Sehr geehrter Herr Bürgermeister Reim, liebe Mitarbeiterinnen und Mitarbeiter der Verwaltung, liebe Kolleginnen und Kollegen Abgeordnete, liebe Bürgerinnen und Bürger, sehr geehrte Pressevertreter,

die Verabschiedung des Haushaltsplanes 2009 erfolgt in einer Zeit, in der die Banken- und Finanzmarktkrise überall Tagesthema sind.

Die Haushaltsreden der letzten Jahre waren geprägt von Optimismus und der Erleichterung darüber, dass sich die wirtschaftliche Lage auch in Fürstenwalde sehr positiv entwickelt hat.

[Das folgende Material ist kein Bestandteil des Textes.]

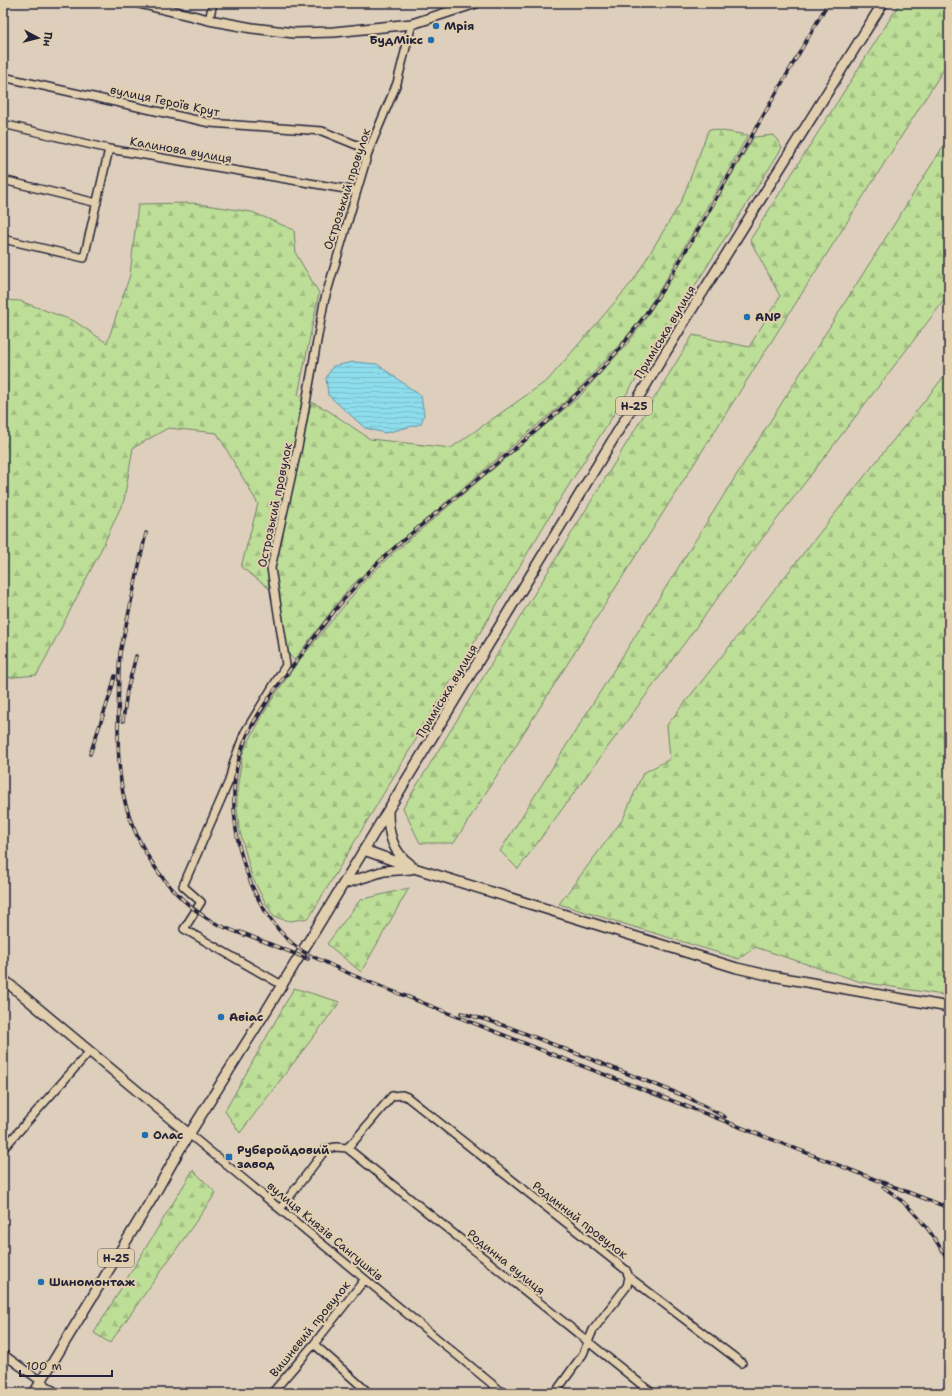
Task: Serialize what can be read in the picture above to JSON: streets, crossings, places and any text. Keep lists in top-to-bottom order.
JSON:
{
  "streets": {
    "main road": ["Приміська вулиця", "Н-25", "вулиця Князів Сангушків"],
    "street": [
      "вулиця Героїв Крут",
      "Калинова вулиця",
      "Острозький провулок",
      "Родинний провулок",
      "Родинна вулиця",
      "Вишневий провулок"
    ]
  },
  "crossings": [
    ["вулиця Героїв Крут", "Острозький провулок"],
    ["Калинова вулиця", "Острозький провулок"],
    ["Острозький провулок", "Приміська вулиця"],
    ["Приміська вулиця", "вулиця Князів Сангушків"],
    ["Родинний провулок", "Родинна вулиця"],
    ["вулиця Князів Сангушків", "Вишневий провулок"]
  ],
  "places": {
    "other": [
      "Мрія",
      "БудМікс",
      "ANP",
      "Авіас",
      "Олас",
      "Шиномонтаж"
    ],
    "transit": ["Руберойдовий завод"]
  },
  "scale_bar": "100 m",
  "north": "right"
}
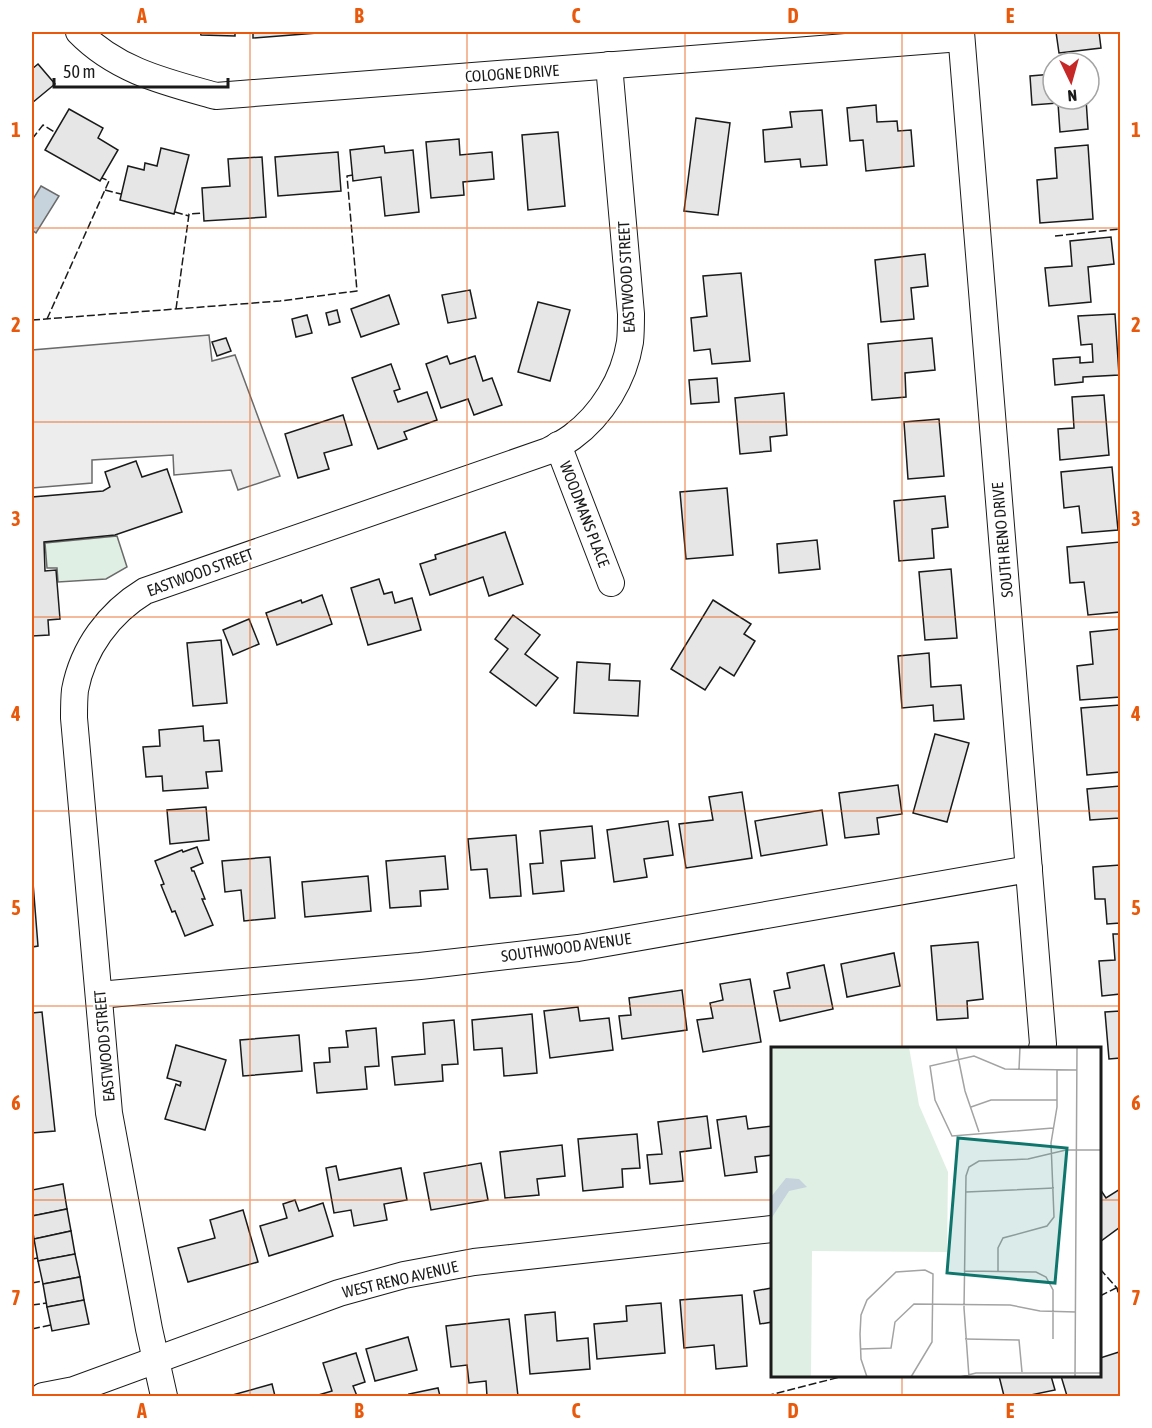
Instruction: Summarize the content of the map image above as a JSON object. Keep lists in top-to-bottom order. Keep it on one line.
{"streets":{"street":["COLOGNE DRIVE","EASTWOOD STREET","WOODMANS PLACE","SOUTH RENO DRIVE","SOUTHWOOD AVENUE","WEST RENO AVENUE"]},"crossings":[["COLOGNE DRIVE","EASTWOOD STREET"],["COLOGNE DRIVE","SOUTH RENO DRIVE"],["EASTWOOD STREET","WOODMANS PLACE"],["EASTWOOD STREET","SOUTHWOOD AVENUE"],["EASTWOOD STREET","WEST RENO AVENUE"],["SOUTH RENO DRIVE","SOUTHWOOD AVENUE"]],"scale_bar":"50 m","north":"bottom","grid":{"columns":["A","B","C","D","E"],"rows":["1","2","3","4","5","6","7"]}}
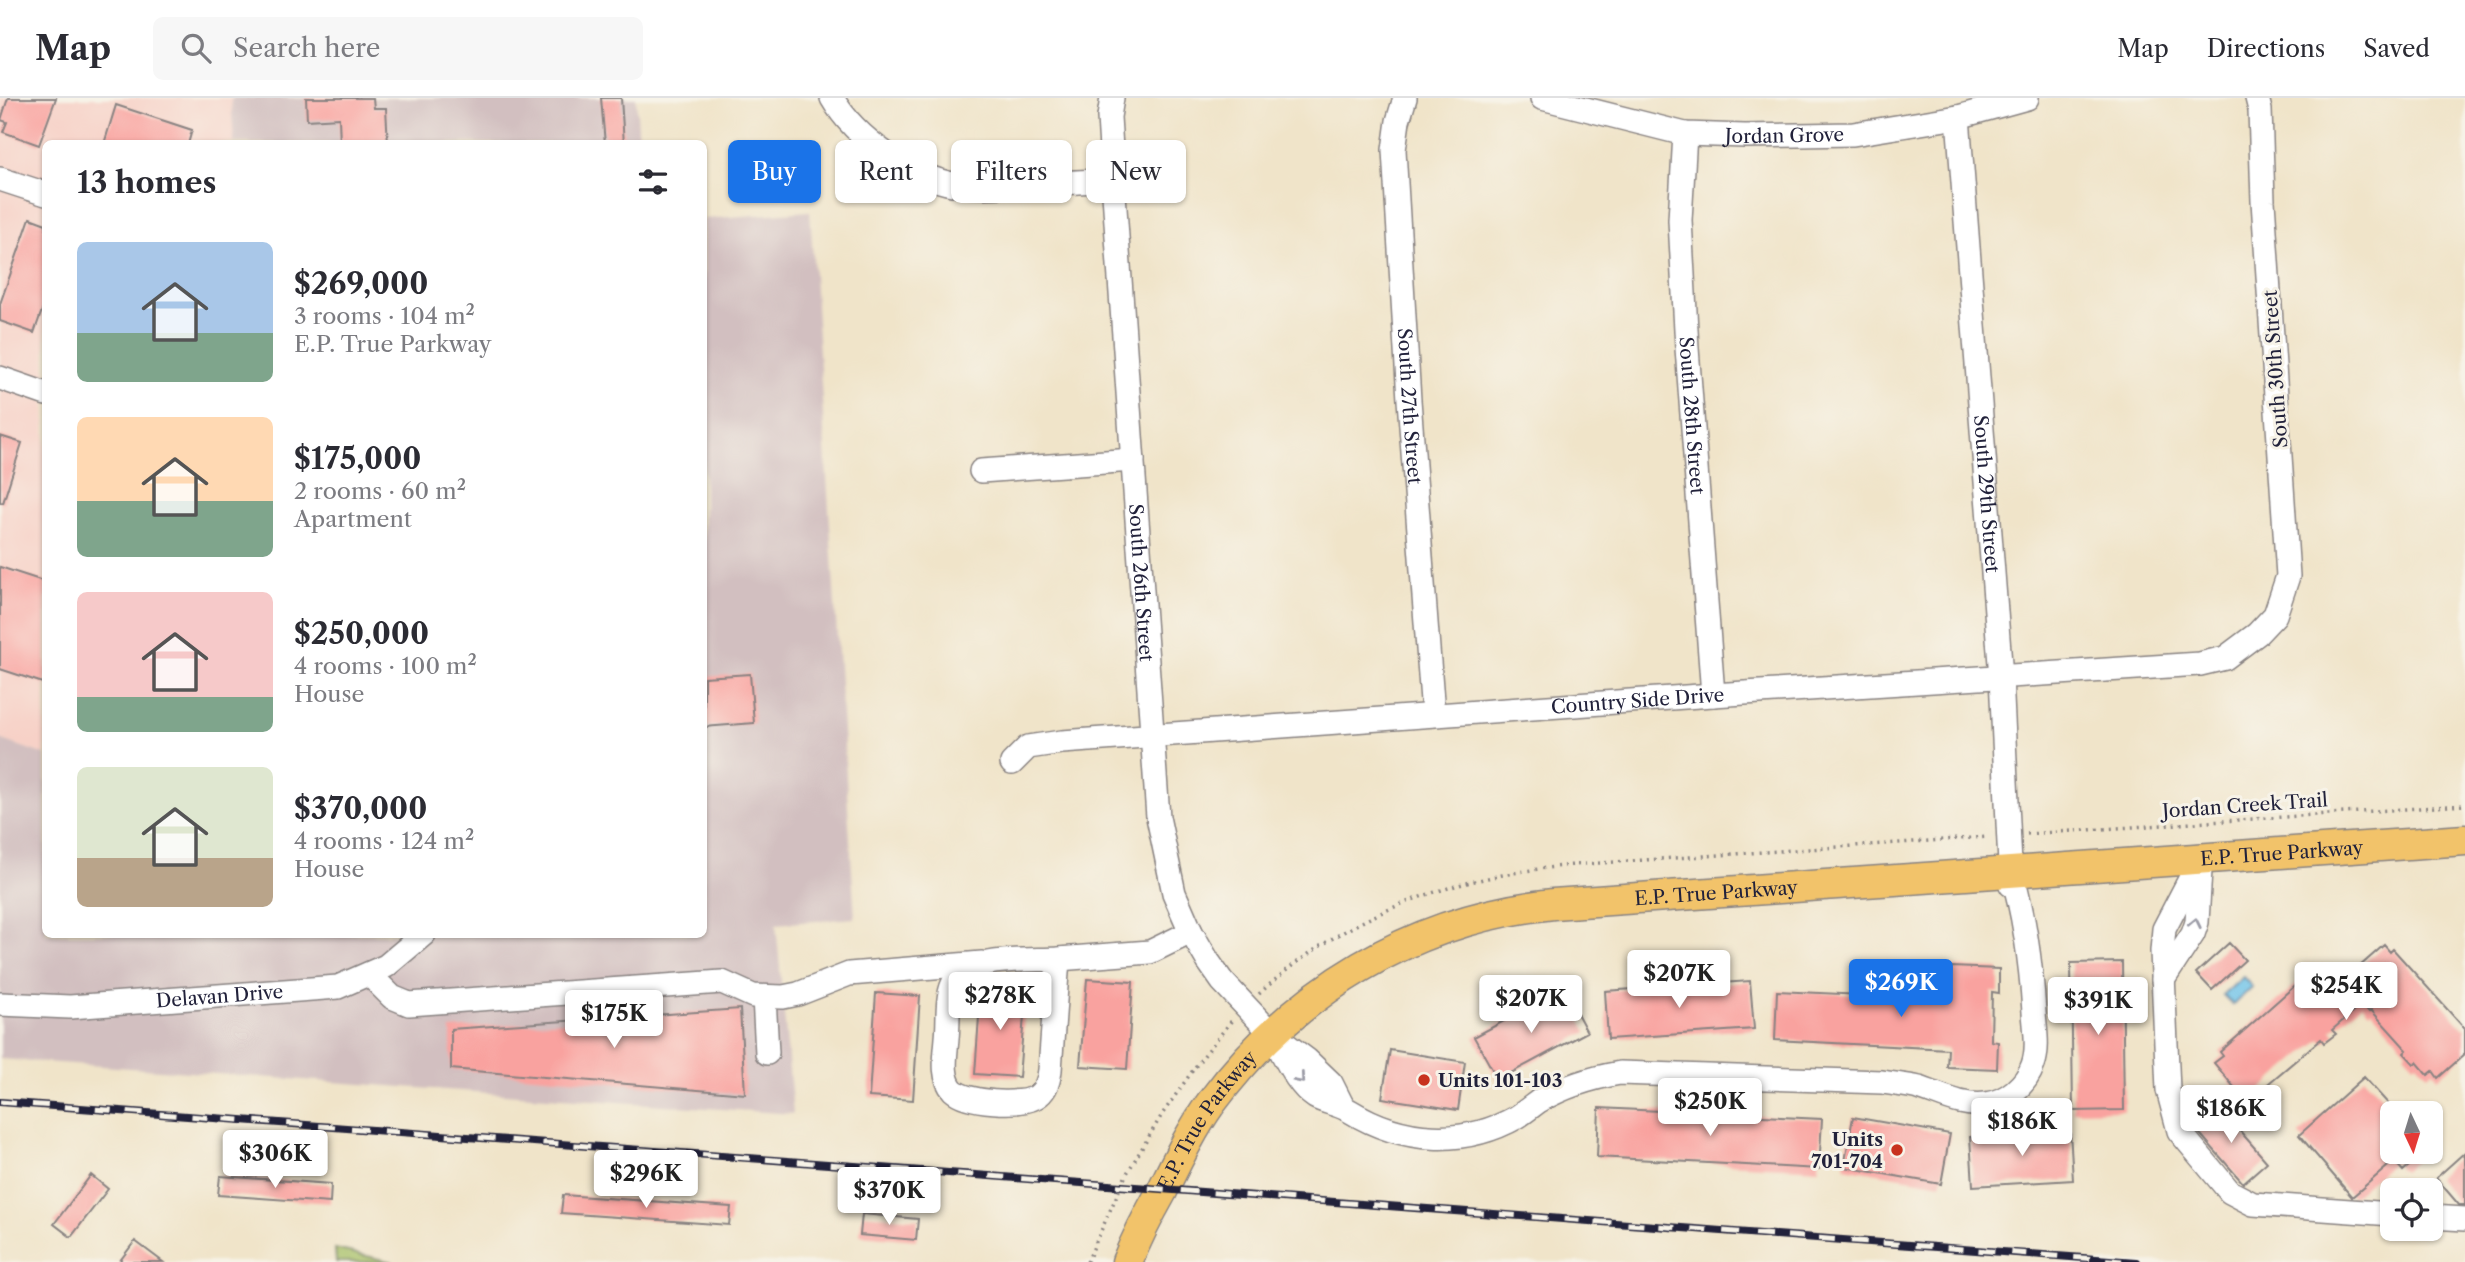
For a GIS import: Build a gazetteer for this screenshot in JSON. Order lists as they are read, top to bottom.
{
  "streets": {
    "main road": ["E.P. True Parkway"],
    "street": [
      "Jordan Grove",
      "South 30th Street",
      "South 27th Street",
      "South 28th Street",
      "South 29th Street",
      "South 26th Street",
      "Country Side Drive",
      "Delavan Drive"
    ],
    "path": ["Jordan Creek Trail"]
  },
  "crossings": [
    ["Jordan Grove", "South 28th Street"],
    ["Jordan Grove", "South 29th Street"],
    ["South 30th Street", "Country Side Drive"],
    ["South 27th Street", "Country Side Drive"],
    ["South 28th Street", "Country Side Drive"],
    ["South 29th Street", "South 26th Street"],
    ["South 29th Street", "Country Side Drive"],
    ["South 29th Street", "E.P. True Parkway"],
    ["South 26th Street", "Country Side Drive"],
    ["South 26th Street", "E.P. True Parkway"]
  ],
  "places": ["Units 101-103", "Units 701-704"],
  "north": "bottom",
  "page": {
    "header": "Map",
    "search": "Search here",
    "nav": ["Map", "Directions", "Saved"],
    "chip": [
      "Buy",
      "Rent",
      "Filters",
      "New"
    ],
    "heading": "13 homes",
    "list": [
      {
        "name": "$269,000",
        "note": "3 rooms · 104 m² · E.P. True Parkway"
      },
      {
        "name": "$175,000",
        "note": "2 rooms · 60 m² · Apartment"
      },
      {
        "name": "$250,000",
        "note": "4 rooms · 100 m² · House"
      },
      {
        "name": "$370,000",
        "note": "4 rooms · 124 m² · House"
      }
    ],
    "price": [
      "$207K",
      "$269K",
      "$254K",
      "$278K",
      "$207K",
      "$391K",
      "$175K",
      "$250K",
      "$186K",
      "$186K",
      "$306K",
      "$296K",
      "$370K"
    ]
  }
}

Inzwischen hat sich das Gesamtbild dramatisch verändert – Bankenkrise, Rezession, wer hätte vor einem Jahr gedacht, dass so etwas in Deutschland, ja in der Welt möglich sei. Nun es ist möglich und auch wir in Fürstenwalde werden uns damit auseinander setzen müssen. Konjunkturpakete des Bundes sollen helfen.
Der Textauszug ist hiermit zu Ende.